» Action item
Below are the records; pull every line that includes "turn".

Collected data entries:
------
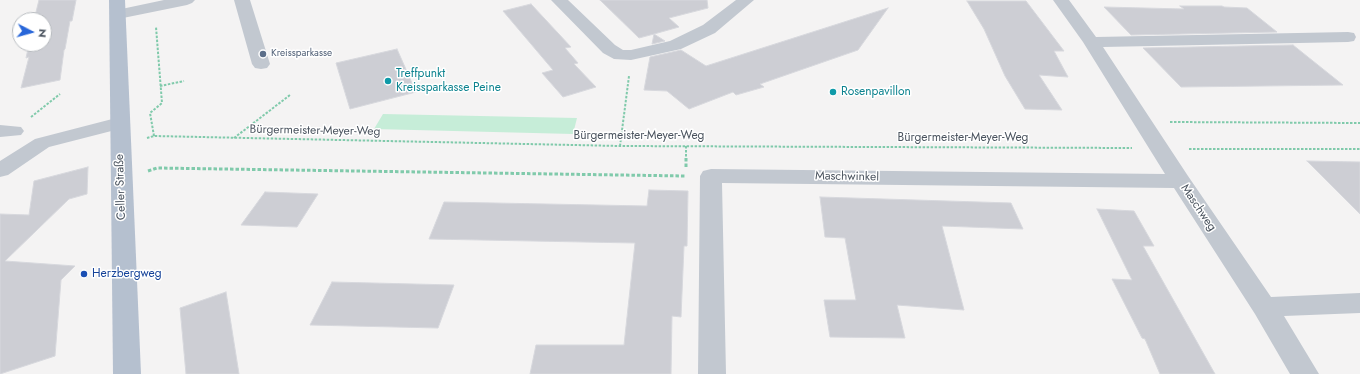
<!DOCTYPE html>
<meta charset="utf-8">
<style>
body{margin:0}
#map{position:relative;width:1360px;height:374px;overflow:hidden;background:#f4f3f3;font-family:Jost,sans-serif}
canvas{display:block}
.north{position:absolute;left:12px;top:12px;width:40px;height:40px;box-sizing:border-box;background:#fff;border:1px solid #b7bbbf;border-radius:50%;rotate:96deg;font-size:11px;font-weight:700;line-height:16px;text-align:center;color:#4b545f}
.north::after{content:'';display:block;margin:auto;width:14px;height:18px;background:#2866d9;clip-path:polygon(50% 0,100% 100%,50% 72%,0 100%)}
</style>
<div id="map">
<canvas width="1360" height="374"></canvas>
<div class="north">N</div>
</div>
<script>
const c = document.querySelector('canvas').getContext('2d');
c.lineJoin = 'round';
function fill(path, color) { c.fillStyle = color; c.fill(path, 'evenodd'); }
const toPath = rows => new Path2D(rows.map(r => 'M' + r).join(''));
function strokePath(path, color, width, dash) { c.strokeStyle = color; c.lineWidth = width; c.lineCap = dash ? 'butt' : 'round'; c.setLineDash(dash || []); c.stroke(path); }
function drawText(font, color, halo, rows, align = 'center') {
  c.font = font + ' Jost,sans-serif'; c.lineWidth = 3; c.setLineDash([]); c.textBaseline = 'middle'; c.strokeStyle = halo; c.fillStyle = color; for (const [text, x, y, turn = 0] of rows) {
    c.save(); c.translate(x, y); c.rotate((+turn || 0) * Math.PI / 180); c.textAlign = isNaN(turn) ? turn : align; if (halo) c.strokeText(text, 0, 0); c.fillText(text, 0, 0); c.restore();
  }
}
fill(toPath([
 [383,114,577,118,573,134,374,129]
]), '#c6edd8');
const building = toPath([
 [39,0,76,0,72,21,70,21,65,49,64,50,60,80,21,88,29,57,26,58,29,44,44,44,44,20,34,20,39,0],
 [600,0,707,0,708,8,669,18,679,27,654,34,665,41,652,44,654,34,639,38,600,0],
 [967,1,1026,1,1064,51,1054,51,1068,77,1039,75,1062,110,1025,109,1005,76,984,29,967,1],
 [531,4,571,47,565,48,578,63,574,64,596,87,563,97,542,73,553,70,503,11,531,4],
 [1180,6,1222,6,1224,7,1247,8,1277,32,1131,35,1104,7,1184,9,1180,6],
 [888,8,858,50,760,84,764,87,736,95,733,92,689,109,667,91,644,90,650,57,681,50,706,66,888,8],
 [1293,45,1343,85,1181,87,1143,48,1293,45],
 [397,49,416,92,350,109,336,63,397,49],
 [1307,161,1360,162,1360,214,1307,161],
 [88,167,87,194,69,199,5,261,75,266,61,280,55,356,0,374,0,214,29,215,34,181,88,167],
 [649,190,688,191,687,246,684,246,681,317,672,316,671,374,530,374,536,345,624,345,635,243,429,239,444,202,647,206,649,190],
 [265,192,318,194,297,227,241,225,265,192],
 [820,197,1011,203,1023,229,942,226,964,310,897,305,905,338,830,337,824,300,856,300,845,238,825,237,820,197],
 [1097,209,1134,211,1154,246,1143,246,1215,374,1160,374,1145,339,1142,338,1112,279,1132,280,1097,209],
 [332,282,454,285,438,328,310,325,332,282],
 [226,292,239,374,186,374,180,308,226,292]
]);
fill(building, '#cdced4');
strokePath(building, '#d7d8dd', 1);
strokePath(toPath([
 [160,86,184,81],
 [31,117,60,94],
 [1170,122,1360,123],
 [154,136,150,113,162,103,156,27],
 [147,138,154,136,620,146,1132,148],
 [234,138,290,95],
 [620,146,629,76],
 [686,146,686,159],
 [1189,149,1360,149]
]), '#80caab', 2, [2.5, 1.5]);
strokePath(toPath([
 [686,158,686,167],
 [148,171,157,168,685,176]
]), '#80caab', 3, [3.5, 2]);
fill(toPath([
 [164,0,195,0,192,3,187,5,118,19,112,17,110,14,112,11,164,0],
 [234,0,250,0,270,64,267,68,261,69,255,68,252,64,234,0],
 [551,0,568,0,615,45,623,50,631,50,670,41,703,25,736,0,754,0,715,33,681,49,631,60,614,59,603,53,551,0],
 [1053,0,1069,0,1096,37,1348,32,1354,33,1356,37,1354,41,1348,42,1103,47,1188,176,1271,297,1360,293,1360,313,1284,316,1319,374,1290,374,1255,314,1174,188,722,183,726,374,698,374,700,176,703,171,711,169,1165,174,1083,42,1053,0],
 [120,117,127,119,130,123,127,127,49,147,8,175,0,177,0,161,35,139,120,117],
 [0,125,21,127,24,131,21,135,0,137,0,125]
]), '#c2c8d0');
fill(toPath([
 [109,0,125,0,141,374,113,374,109,0]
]), '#b5c0cf');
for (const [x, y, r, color] of [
 [263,54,4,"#5c6f8a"],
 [388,81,4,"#0f9aa8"],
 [833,92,4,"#0f9aa8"],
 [84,274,4,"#1a4fb4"]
]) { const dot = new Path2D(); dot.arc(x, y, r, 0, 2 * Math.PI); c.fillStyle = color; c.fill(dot); strokePath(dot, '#fff', 1.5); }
drawText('10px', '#4e5e75', '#fff', [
 ["Kreissparkasse",271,54]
], 'left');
drawText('12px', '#0d838f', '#fff', [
 ["Treffpunkt",396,74],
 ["Kreissparkasse Peine",396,88],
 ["Rosenpavillon",841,92]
], 'left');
drawText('12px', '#4b545f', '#fff', [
 ["Bürgermeister-Meyer-Weg",315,131,1],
 ["Bürgermeister-Meyer-Weg",639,136],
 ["Bürgermeister-Meyer-Weg",963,138],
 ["Maschwinkel",847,177,1],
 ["Celler Straße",121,187,-92],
 ["Maschweg",1198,208,56]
]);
drawText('12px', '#164399', '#fff', [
 ["Herzbergweg",92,274]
], 'left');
</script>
------
» Problem solution
  c.font = font + ' Jost,sans-serif'; c.lineWidth = 3; c.setLineDash([]); c.textBaseline = 'middle'; c.strokeStyle = halo; c.fillStyle = color; for (const [text, x, y, turn = 0] of rows) {
    c.save(); c.translate(x, y); c.rotate((+turn || 0) * Math.PI / 180); c.textAlign = isNaN(turn) ? turn : align; if (halo) c.strokeText(text, 0, 0); c.fillText(text, 0, 0); c.restore();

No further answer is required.